Central Park is a place you can go to find some contrast with the “concrete jungle.” It’s almost remarkable when you think about it – you can find something close to the wild, with lakes, wooded areas, and now a full-blown nature preserve that just reopened this week after a 15 year renovation. Here you will find wild animals, even including a few red-tailed hawks.
Of course there’s also more “human” areas for relaxation – Bethesda Fountain and Terrace, the baseball fields, Sheep Meadow, and so on. These are the places I usually visit, and often in a high-intensity emotional state, because these areas are the bread and butter of my day game activities.
And yet, there’s one area where you can clear your head – not just of the distractions in New York City, but in the park itself. If you don’t look closely, you might miss it. It’s not easily visible. I stumbled upon it by accident. It’s located between the 72nd and 79th street traverses on the western side of the park, but faces east. You’ll have to venture beyond the blue gazebo, to the rocks, and around the other side.
There you’ll find the place, behind the rocks, right on the lake.
Just sit down on that bench and stare at the trees and the lake. You can see the skyline to the south. Right in the shadow of the imposing midtown skyscrapers, you’re basically at the center of your own world. If you come at the right time, there’s no one else around except the ducks and geese, which will often walk right up to you.
Here you can just get away from it all – the noise, the business, the adrenaline rush that comes from your approaches. Here you’re basically the king of your own world, with enough room to let your imagination run wild in peace, with no worries or cares, and calm solitude. One can feel like the lord of Mycenae – perhaps Agamemnon, in the 13th century B.C., staring out from his throne room at the vast, comforting plain of the Argolid below.
The analogy is timely, because I began Michael Wood’s In Search of the Trojan War at this spot, after a dearth of not coming to it due to winter.
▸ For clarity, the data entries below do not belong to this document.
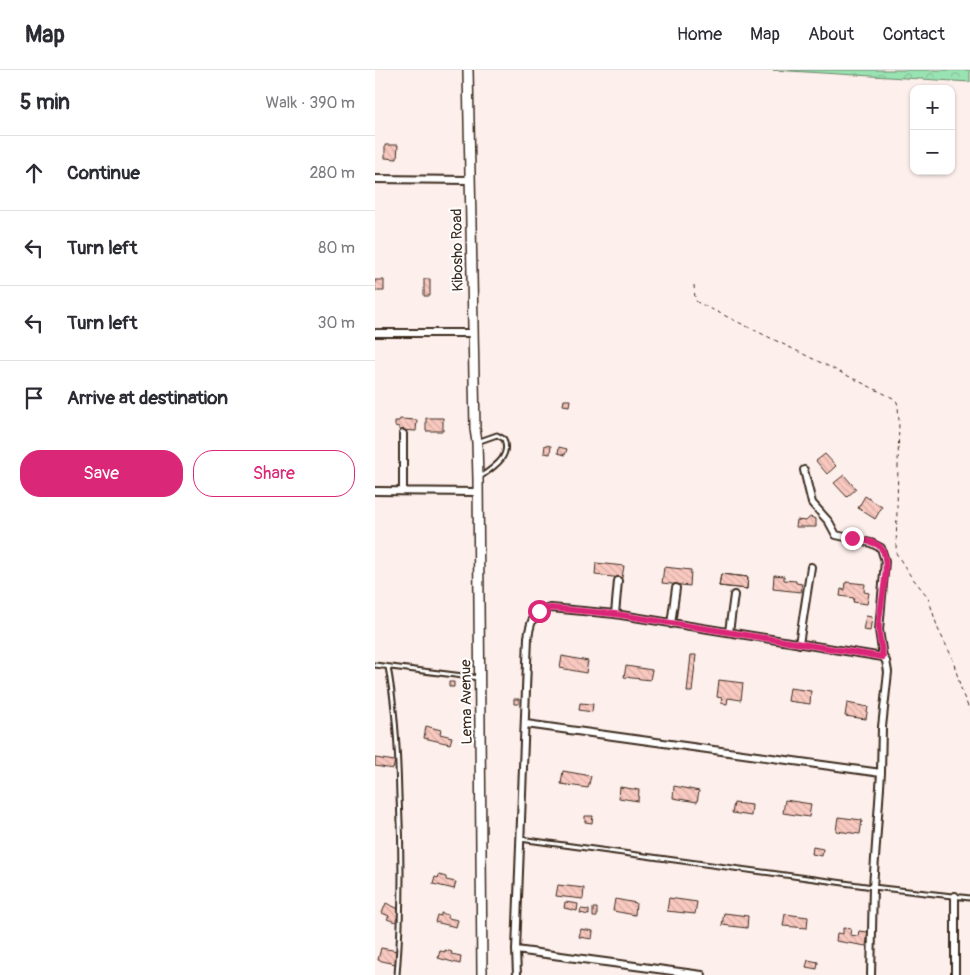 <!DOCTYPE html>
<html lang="en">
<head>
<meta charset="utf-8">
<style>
	:root { --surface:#fff; --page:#f7f7f7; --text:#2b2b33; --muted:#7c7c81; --line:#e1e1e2; --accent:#db2777 }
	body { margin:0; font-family:Pangolin,sans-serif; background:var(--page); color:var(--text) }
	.controls { position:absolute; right:15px; top:15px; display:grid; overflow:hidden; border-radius:10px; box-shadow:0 1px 4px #0004 }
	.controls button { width:45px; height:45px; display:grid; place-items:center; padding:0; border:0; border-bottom:1px solid var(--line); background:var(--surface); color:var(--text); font:25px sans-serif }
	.stop { position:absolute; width:15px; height:15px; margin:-11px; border:4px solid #db2777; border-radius:50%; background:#fff }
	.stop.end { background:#db2777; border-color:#fff; box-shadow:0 1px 5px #0008 }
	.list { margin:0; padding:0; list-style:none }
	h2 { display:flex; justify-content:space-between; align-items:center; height:65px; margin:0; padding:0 20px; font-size:21px }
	h2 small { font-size:16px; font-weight:400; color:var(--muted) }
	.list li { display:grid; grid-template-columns:32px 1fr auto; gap:15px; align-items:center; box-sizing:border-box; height:75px; padding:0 20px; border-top:1px solid var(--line) }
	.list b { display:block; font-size:19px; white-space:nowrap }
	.list em { font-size:16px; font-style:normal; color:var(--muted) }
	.actions { display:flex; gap:10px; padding:15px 20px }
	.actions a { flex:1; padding:11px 0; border:1px solid var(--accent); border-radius:20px; text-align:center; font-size:18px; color:var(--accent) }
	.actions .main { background:var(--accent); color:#fff }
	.icon { flex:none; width:28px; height:28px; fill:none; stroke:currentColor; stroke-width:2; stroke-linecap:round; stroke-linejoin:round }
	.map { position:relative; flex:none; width:595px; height:905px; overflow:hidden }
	header { display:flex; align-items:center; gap:30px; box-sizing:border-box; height:70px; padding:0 25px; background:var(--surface); border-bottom:1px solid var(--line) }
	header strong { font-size:24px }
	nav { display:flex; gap:28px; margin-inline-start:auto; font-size:18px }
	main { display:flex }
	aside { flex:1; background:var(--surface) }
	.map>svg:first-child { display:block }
	.forest { fill:url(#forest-crowns); stroke:#6a8668 }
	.building { fill:url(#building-back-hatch); stroke:#3b2a1e }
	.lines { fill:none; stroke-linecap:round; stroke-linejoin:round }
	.lane-casing { stroke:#3b2a1e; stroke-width:7 }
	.street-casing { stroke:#3b2a1e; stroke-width:10 }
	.secondary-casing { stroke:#3b2a1e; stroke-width:12 }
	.path { stroke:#3b2a1e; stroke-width:1; stroke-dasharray:4 4; stroke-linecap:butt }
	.lane { stroke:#fff; stroke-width:3 }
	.street { stroke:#fff; stroke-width:6 }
	.secondary { stroke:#fff; stroke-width:9 }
	.route { stroke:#db2777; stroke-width:6 }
	.labels { text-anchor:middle; stroke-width:4; stroke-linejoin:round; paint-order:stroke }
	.street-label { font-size:15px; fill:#3b2a1e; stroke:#fff }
</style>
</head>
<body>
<header>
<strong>Map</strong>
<nav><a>Home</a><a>Map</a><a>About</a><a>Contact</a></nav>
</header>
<main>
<aside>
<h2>5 min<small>Walk · 390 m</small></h2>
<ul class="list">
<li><svg class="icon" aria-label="ahead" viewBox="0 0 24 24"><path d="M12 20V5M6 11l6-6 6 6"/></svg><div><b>Continue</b></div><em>280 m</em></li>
<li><svg class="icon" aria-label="left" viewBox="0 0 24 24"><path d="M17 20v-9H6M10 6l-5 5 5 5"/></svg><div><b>Turn left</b></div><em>80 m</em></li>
<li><svg class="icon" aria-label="left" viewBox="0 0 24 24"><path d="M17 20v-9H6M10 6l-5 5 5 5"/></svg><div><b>Turn left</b></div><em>30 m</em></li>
<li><svg class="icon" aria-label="arrive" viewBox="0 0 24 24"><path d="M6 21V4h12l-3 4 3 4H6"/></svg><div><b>Arrive at destination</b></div></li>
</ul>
<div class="actions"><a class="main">Save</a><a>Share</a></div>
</aside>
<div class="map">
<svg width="595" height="905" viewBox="0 0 595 905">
	<defs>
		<pattern id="forest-crowns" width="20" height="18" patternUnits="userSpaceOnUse" patternTransform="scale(1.25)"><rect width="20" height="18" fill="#99e2b2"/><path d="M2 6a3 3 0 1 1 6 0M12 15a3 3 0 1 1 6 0" fill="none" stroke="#85c299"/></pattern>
		<pattern id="building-back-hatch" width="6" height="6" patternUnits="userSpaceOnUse" patternTransform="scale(1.25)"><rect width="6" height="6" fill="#f9c9c0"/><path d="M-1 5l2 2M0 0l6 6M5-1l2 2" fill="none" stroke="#d6ada5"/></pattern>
	</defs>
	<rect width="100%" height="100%" fill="#fdefec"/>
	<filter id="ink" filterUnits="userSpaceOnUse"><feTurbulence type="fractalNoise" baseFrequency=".02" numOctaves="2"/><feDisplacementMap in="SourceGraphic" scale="10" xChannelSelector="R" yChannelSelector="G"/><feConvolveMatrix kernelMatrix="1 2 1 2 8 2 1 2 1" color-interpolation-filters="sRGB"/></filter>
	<g filter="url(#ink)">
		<path class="forest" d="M398 0H595V12Z"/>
		<path class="building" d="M10 75H23L22 89 10 88Z
			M49 209H55V226H49Z
			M0 210H9V221H0Z
			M189 330H195L194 336 188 335Z
			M51 348H68V361H51Z
			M25 349 42 350 41 361 24 360V357L20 356V351H24Z
			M170 375 176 376 175 384 169 383Z
			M184 377 192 379 190 385 183 383Z
			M450 384 461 396 452 404 441 391Z
			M469 405 481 419 472 427 459 413Z
			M490 426 507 437 500 449 483 438Z
			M435 447 441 449V457H421L422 450 431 451Z
			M221 493 249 496 247 508 220 505Z
			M289 497 316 500 315 516 287 513Z
			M346 504 373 507 372 519 344 516Z
			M346 504 373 507 372 519 344 516Z
			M399 505 409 506V510L421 511V513L427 514 426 522 398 519Z
			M471 512 490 514 489 522 494 523 492 534 478 532 479 528 465 526 466 519 470 520Z
			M491 546 497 547 495 561 488 560Z
			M316 585H321L317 622H312Z
			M187 586 213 591 211 603 185 598Z
			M251 596 277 600 275 610 249 607Z
			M344 610 368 613 366 630 353 628 352 634 346 633 347 628 342 627Z
			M74 612H79V617H74Z
			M415 618 436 621 435 634 413 631Z
			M139 629H144V634H139Z
			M205 633 218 634 217 642 204 640Z
			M472 633 493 637 491 649 470 646Z
			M51 656 66 660 65 664 77 667 75 674 49 668Z
			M0 688 20 691 18 699 0 696Z
			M188 701 216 706 213 718 186 714Z
			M299 716 324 721 322 732 298 728Z
			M245 717 264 720 263 731 244 728Z
			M410 730 436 734 434 747 408 743Z
			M359 733 377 735 376 746 357 743Z
			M210 746H218L217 753 210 752Z
			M463 747 487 750 485 764 461 761Z
			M438 777 448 779 447 786 437 784Z
			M64 805 71 807V810L81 812 79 819 58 814 60 807 63 808Z
			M183 815 209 818 208 829 181 826Z
			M294 828 322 832 320 844 292 841Z
			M240 829 261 833 260 845 238 841Z
			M190 832 203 834 202 841 189 838Z
			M11 833 26 840 20 852 12 849 14 846 7 843Z
			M218 838H222V847H218Z
			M206 839 214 840V845L205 843Z
			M66 843 73 845V848L83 850 81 857 60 852 62 845 66 846Z
			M349 843 373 846 372 858 347 855Z
			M410 844 433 847 432 858 408 856Z
			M468 858 476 859 475 865 483 866 484 861 493 862 491 876 461 871 462 863 468 864Z
			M206 859 218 861 217 869 204 867Z
			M6 878 23 881 20 894 3 890Z
			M70 880 77 882 76 884 86 886 85 894 63 888 65 881 70 882Z
			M433 890 443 892 442 899 431 897Z"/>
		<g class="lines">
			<g class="lane-casing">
				<path id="lane" d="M102 372 122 365 129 369C136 387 119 397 105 407
					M0 595 104 608
					M13 597C21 640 23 682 24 726 27 786 27 845 22 905
					M145 769 498 817 595 828"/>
			</g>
			<g class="street-casing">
				<path id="street" d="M0 109 95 110
					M0 263H99
					M28 364V421
					M429 400 437 433 454 452 461 465 496 473 506 478 510 491 504 560 508 587
					M0 421 102 422
					M240 544 243 511
					M296 554 301 518
					M354 562 359 525
					M424 574 436 497
					M151 654 506 703
					M141 880 327 905
					M142 905 141 880 153 567C156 550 158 541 176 538L240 544 508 587 511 591 513 602 507 657 506 703 498 817 496 905
					M580 905V826"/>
			</g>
			<g class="secondary-casing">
				<path id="secondary" d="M93 0 100 359 102 372 103 409 107 905"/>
			</g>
			<path class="path" d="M319 215 320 229 322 232 518 328 522 332 523 336 524 351 521 483 535 505 553 527 563 559 577 587 588 625 595 641"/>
			<use href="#lane" class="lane"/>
			<use href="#street" class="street"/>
			<use href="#secondary" class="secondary"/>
		</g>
	</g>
	<g class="lines" filter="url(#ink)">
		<path class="route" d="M164 541 176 538 240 544 508 587C506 575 503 563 504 552 505 535 517 490 506 478 501 471 485 470 477 468"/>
	</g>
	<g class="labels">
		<g class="street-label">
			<text transform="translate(82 180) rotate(-91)" y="5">Kibosho Road</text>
			<text transform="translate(91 632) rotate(-91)" y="5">Lema Avenue</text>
		</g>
	</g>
</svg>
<div class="controls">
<button>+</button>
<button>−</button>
</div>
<div class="stop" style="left:164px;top:541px"></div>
<div class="stop end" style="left:477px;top:468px"></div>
</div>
</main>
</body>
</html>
This place isn’t just a great spot to read without distractions, though. A few posts on the Masculine Epic had their beginnings in it. I also finalized a few details for Stumped here, which has nothing to do with this post, but you should still read it if you want to take your game to the next level (it includes dozens of actionable, specific behaviors you can implement to become more charismatic and memorable).
There’s plenty of girls around when you leave this sanctuary, after all, as you should be aware.
You’ll see some Central Park day game tips soon. May is finally starting to feel like May, so I’ll be out more.